The third characteristic of Japanese art, according to Addiss & Seo, is “empty space allied with asymmetrical compositions.”  Within this space, there can be movement and a sublime expression of emotions.  It asks of us a willingness to forego the safe and secure.  It evokes a sensation of vastness and the possibility of everything.

This aspect of practice challenges me most.  I have a love, an obsession, with symmetry.  Of course, it’s all only an illusion of balance.  Yet, it served me well when the world was chaotic and unpredictable.  The idea that I could force a sense of equal weight on either side of the axes that ran through the desk, room, house, and surroundings acted as a mental force field, keeping the Wild away.  Each time it failed, I would desperately try to find the right axis which could hold a balanced distribution of emotions, thoughts, feelings, sensations.  I’m not sure I’ve learned to live with the uneven distribution, the mis-allocation of energies but that’s likely tied to my belief that the accounting will even out – or as my father used to say, “It will all come out in the wash.”  Sometimes, however, like the painting I practiced on the left, the weight of the effort is intended to unbalance the frame so that what is fragile or delicate can rise.

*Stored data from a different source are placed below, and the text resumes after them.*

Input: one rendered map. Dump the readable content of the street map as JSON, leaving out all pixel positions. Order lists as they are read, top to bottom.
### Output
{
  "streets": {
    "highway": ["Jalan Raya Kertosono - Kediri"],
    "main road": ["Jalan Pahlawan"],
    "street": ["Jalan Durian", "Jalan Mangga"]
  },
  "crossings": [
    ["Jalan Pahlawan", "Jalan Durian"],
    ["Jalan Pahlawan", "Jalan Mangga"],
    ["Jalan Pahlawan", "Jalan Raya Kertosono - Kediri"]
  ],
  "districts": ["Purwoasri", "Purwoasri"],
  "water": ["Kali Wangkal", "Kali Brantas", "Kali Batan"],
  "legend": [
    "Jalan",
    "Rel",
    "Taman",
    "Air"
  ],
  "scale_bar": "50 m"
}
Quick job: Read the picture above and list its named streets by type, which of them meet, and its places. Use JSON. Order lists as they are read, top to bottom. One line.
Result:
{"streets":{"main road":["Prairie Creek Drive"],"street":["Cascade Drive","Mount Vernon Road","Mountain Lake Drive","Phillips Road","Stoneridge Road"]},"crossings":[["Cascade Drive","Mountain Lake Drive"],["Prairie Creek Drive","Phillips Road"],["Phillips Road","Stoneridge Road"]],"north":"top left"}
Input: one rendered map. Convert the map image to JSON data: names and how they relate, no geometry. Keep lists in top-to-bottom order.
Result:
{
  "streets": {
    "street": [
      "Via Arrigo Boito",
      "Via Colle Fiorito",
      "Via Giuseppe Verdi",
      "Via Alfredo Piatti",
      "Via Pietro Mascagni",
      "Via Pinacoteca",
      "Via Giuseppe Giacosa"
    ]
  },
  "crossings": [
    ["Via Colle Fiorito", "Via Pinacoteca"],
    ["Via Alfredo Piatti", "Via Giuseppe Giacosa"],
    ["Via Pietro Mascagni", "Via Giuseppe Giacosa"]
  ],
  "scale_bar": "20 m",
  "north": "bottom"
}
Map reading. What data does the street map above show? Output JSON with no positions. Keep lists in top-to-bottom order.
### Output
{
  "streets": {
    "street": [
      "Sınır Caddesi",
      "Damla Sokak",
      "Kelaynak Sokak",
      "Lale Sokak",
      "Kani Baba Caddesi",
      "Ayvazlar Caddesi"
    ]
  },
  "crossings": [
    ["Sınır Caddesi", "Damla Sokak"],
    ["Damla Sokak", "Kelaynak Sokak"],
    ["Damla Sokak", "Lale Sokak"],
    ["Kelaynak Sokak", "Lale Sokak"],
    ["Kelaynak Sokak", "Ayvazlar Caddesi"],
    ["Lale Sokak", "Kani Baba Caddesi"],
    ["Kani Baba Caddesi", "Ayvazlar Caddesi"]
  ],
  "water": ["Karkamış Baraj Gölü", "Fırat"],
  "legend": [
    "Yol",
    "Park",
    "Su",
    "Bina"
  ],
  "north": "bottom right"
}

Recently, I was listening to a dharma talk about fearless compassion.  It struck me that compassion is always uneven and, being that, it requires fearlessness to embody it.  There is no quid pro quo; there cannot be because that renders compassion ineffective or, at worst, misguided.  Compassion is asymmetrical.  And if I look closely I think I would see that the other three bhrama-viharas are also asymmetrical.  There is beauty in the off-kilter though I may never appreciate it to the degree it deserves.  The ear is given a real test of generosity in allowing the lines of haiku to wobble 3 – 5 – 3.  The eye must open with equanimity to the wabi-sabi simplicity of ladle and clay.  The weight of fearlessness grounds the experience and, in that space, synchronistic joy rises.

If I take away the grid lines that order my life, what might fill the unrestrained space?